My plan upon returning to California was to find a place to live in San Francisco, but the first stirrings of the dot-com boom had sent rents in non-crackhouse neighborhoods to worse-than-Manhattan levels. So, I went to the other side of the Bay and rented a Victorian in my old hometown, the Island That Rust Forgot. Though I had left Atlanta, I remained a part-time employee of Year One, going to California car shows and photographing “correct” GM and Chrysler cars, then sending the film back to Year One HQ. That meant that I still enjoyed YO’s generous employee discount, which enabled me to keep my T-shirt collection 100% Rat Fink.
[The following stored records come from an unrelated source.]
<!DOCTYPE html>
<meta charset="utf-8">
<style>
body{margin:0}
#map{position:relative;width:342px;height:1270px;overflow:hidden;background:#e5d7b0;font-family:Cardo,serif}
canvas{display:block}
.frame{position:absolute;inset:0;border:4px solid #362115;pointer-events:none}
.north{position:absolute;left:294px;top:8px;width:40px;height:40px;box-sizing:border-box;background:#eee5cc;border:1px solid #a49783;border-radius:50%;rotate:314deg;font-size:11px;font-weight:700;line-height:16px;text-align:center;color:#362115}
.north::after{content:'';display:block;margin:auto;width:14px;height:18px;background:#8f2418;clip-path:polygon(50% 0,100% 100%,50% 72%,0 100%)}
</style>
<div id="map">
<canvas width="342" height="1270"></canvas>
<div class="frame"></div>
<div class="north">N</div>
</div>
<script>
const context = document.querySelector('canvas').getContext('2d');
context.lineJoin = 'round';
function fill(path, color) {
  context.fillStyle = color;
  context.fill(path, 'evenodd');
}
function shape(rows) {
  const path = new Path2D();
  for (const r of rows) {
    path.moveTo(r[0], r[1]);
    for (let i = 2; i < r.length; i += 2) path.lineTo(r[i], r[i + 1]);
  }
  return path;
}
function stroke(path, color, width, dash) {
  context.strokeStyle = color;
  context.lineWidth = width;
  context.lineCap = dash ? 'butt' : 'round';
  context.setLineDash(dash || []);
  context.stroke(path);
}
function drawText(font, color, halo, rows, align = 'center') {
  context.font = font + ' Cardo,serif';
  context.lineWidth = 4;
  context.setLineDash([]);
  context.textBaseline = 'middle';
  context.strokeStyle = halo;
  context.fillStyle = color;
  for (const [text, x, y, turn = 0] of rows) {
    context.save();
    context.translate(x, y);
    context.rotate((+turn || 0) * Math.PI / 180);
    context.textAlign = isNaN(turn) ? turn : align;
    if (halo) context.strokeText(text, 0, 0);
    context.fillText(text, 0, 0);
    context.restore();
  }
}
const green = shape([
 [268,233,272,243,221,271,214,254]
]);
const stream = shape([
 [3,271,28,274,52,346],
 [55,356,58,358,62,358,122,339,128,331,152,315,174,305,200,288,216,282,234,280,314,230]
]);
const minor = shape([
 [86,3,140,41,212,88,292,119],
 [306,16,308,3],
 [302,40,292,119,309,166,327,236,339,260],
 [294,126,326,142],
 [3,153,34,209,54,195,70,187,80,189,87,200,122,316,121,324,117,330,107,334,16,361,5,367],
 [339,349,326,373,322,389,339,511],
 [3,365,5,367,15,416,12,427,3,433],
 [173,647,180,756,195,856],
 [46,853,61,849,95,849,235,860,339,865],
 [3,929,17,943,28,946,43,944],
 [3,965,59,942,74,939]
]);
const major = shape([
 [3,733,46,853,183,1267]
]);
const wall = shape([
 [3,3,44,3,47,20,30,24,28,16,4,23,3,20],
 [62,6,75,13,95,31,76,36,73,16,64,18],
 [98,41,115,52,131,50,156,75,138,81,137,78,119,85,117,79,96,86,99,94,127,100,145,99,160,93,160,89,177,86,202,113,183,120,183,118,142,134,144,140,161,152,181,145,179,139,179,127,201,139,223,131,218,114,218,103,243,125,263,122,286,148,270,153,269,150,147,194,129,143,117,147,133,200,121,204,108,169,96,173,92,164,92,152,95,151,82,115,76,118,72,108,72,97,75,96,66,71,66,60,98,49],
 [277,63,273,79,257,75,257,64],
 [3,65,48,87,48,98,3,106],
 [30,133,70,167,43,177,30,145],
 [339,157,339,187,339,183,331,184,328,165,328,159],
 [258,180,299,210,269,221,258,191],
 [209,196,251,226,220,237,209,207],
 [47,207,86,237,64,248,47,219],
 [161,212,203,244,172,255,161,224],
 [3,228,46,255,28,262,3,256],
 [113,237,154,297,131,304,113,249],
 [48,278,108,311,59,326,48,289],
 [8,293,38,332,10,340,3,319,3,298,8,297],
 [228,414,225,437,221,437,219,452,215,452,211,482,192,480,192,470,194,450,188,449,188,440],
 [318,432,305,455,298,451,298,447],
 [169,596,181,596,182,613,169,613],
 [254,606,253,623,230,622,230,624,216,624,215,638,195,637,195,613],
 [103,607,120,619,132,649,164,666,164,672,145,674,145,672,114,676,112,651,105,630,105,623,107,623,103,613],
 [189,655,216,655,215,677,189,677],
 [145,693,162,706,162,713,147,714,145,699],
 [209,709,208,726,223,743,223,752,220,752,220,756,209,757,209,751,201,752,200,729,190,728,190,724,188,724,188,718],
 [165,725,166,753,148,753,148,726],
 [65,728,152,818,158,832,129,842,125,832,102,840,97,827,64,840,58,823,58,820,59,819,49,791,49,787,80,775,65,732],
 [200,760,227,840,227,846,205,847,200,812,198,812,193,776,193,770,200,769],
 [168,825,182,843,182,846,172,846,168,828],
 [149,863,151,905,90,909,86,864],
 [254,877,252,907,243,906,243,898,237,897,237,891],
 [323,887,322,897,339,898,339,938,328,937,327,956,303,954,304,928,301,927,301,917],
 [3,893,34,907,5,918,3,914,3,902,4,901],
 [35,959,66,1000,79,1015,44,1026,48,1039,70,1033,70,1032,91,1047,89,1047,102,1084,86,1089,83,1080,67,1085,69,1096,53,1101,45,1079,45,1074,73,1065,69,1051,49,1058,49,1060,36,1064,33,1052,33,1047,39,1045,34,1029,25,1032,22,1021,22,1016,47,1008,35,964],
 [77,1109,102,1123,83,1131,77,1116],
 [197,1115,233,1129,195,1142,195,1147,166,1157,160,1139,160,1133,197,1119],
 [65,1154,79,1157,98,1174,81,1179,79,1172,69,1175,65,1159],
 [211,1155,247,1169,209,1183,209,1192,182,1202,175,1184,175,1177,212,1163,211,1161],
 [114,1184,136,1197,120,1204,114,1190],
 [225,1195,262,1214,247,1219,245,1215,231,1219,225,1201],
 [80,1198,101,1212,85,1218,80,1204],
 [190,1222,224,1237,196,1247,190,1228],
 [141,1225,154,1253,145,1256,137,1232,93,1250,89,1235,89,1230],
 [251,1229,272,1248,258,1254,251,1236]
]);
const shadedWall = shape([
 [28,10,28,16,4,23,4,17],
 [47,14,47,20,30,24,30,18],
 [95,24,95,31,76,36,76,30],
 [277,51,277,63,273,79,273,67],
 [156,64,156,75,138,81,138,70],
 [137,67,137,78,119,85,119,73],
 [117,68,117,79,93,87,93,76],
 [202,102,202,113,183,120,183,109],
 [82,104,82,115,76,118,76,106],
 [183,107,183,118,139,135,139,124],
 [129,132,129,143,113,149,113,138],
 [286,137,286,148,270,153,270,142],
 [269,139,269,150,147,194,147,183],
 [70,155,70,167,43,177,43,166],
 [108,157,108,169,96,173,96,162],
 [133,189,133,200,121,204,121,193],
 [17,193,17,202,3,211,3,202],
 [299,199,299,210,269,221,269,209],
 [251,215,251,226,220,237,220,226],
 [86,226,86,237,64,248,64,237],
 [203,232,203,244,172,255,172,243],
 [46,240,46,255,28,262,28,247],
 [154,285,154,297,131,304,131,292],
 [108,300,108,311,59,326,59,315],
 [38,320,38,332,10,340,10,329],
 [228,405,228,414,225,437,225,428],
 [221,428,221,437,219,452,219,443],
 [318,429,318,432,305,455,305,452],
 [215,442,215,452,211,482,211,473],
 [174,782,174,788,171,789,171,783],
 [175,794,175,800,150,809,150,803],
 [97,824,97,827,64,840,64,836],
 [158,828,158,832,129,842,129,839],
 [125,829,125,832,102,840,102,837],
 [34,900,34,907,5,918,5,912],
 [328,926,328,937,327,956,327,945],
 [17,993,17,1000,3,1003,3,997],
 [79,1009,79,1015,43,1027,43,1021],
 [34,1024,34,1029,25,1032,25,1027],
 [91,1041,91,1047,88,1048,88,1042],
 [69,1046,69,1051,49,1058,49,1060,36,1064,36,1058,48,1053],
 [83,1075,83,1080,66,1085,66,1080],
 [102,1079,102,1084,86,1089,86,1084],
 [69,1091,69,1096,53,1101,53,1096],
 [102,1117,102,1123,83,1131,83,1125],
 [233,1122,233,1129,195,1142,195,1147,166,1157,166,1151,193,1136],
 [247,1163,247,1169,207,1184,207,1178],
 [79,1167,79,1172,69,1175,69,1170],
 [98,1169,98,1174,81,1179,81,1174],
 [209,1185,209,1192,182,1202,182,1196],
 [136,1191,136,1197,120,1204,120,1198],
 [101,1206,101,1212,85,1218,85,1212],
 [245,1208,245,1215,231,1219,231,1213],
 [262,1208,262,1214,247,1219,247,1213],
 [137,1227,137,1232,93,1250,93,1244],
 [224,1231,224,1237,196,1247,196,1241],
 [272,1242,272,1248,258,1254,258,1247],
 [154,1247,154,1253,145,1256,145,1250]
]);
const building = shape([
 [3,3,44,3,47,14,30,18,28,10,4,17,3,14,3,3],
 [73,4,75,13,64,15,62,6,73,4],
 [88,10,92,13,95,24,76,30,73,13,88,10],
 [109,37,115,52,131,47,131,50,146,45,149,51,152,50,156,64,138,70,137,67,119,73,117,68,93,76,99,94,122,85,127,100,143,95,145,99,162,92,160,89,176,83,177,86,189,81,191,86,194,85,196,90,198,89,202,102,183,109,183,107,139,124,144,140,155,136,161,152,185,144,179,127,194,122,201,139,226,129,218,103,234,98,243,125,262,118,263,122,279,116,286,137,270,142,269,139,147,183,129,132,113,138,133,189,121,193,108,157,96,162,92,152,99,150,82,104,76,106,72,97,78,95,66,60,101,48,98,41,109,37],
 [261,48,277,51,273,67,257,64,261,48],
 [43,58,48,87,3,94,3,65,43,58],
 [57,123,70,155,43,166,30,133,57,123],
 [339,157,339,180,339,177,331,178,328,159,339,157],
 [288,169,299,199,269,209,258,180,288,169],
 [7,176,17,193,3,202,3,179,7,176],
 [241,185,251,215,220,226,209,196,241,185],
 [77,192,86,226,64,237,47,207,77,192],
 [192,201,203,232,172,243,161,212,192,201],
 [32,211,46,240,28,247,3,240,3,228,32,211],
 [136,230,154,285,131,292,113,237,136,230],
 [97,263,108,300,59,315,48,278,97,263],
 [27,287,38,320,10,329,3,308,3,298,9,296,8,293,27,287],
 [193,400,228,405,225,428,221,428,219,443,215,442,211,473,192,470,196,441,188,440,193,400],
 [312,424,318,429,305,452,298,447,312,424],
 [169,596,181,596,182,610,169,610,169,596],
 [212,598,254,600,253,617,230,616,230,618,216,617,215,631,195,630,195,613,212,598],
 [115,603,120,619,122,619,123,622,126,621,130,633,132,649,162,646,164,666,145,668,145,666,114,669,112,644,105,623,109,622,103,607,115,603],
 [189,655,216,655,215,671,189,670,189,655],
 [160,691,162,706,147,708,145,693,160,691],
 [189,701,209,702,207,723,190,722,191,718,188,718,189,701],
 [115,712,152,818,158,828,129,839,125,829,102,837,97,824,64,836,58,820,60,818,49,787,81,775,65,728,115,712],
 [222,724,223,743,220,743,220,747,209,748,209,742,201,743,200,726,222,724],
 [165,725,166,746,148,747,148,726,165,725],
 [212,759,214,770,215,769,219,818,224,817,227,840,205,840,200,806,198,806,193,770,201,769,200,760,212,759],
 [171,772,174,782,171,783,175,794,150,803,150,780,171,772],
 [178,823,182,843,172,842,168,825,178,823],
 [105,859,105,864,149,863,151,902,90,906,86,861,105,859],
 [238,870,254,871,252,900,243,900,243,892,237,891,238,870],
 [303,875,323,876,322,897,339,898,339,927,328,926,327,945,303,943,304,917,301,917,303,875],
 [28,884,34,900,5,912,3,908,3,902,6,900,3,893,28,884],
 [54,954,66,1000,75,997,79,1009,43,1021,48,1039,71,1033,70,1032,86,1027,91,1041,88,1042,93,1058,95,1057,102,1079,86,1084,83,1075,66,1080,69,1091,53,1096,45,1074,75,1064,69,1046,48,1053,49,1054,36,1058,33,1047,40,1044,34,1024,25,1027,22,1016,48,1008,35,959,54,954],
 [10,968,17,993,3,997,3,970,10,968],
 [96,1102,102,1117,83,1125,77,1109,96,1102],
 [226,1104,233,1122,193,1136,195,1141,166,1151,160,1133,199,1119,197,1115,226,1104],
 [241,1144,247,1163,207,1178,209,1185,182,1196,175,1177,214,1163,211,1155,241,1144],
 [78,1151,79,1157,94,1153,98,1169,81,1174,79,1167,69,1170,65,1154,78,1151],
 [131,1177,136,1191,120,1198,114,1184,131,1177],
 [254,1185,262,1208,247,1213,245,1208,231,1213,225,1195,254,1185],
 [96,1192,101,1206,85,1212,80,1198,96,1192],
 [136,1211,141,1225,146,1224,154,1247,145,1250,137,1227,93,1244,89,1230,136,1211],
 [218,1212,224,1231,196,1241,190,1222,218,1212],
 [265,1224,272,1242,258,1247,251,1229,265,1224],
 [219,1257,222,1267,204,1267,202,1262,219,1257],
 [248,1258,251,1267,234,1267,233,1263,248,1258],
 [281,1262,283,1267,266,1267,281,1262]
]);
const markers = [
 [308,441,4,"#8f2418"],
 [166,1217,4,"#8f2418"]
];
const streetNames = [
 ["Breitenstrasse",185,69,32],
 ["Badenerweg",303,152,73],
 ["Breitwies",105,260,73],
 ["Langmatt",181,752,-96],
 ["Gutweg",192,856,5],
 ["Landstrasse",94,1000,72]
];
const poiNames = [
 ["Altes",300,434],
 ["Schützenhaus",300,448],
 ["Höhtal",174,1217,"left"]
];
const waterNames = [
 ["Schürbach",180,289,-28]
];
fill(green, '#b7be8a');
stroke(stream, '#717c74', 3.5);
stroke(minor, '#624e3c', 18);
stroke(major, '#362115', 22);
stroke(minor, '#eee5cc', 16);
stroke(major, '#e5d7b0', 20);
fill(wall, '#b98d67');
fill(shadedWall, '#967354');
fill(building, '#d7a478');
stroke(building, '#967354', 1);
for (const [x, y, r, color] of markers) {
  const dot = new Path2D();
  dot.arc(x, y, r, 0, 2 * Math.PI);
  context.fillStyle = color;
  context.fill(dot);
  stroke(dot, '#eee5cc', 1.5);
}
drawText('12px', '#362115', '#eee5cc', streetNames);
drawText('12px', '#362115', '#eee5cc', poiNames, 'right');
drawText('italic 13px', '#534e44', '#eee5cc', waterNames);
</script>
This was a photo I shot for a passport application, by the way.
I’d also taken full advantage of S-K’s vendor status at YO to replace my crappy Taiwanese tools with the real stuff. When I decided on what I’d be building for the Impala’s new engine, I’d be using the same discount to score parts for the project.
I toyed with the idea of building a Cadillac 500, an engine that doesn’t weigh much more than the small-block Chevy yet grunts out battleship-grade torque, but the connecting rods can be weak in performance applications, plus aftermarket parts were way too pricey for me. After endless calls to my friends at Year One HQ in Georgia (thanks to their toll-free work number) and debating the pros and cons with them, I decided to stick with the small-block Chevrolet engine family for my project.
The decision to go with an improved small-block Chevy still left me with an absurd number of options. Build a small-displacement engine with good-flowing heads and spin the hell out of it? Get a stroker crank and build a 383? In the end, I decided to go for torque. I found a dirt-track racer near Sacramento with a fully-machined, 0.030″ over, four-bolt-main 400 block and crankshaft, and that served as the starting point for my project. I decided I’d try to keep the whole thing under $2,000 total expenditure, which meant I’d be using factory cylinder heads and stock connecting rods. I wanted it to run on pump gas, so I needed to keep the compression ratio below 10:1. The heads would determine what pistons I’d get, so I started hitting the swap meets (though Craigslist was in full effect by 1996, car guys hadn’t really discovered it yet; to buy used car parts, you had to seek them out the old-fashioned way).
In early 1997, I got a job as a technical writer for transit-bus manufacturer Gillig Corporation, in Hayward. Gillig has been building excellent buses since about the time the New Testament was written, and the assembly line was manned by legions of tough old wrenches who’d been putting together Phantoms and their predecessors for decades. My job was to write all the shop manuals and driver’s handbooks for each custom-ordered series of buses. They were just getting geared up to start producing the Low Floor when I showed up, so things were quite hectic in the office.
Even though I spent a lot of time climbing around half-finished buses in the factory, the job of actually producing the manuals took place in a veal-fattening pen in the Parts Department building. I’d gotten into pinhole photography at the time, and I think this image captures the fluorescent-lit/smell-of-burned-microwave-popcorn essence of cubicle life.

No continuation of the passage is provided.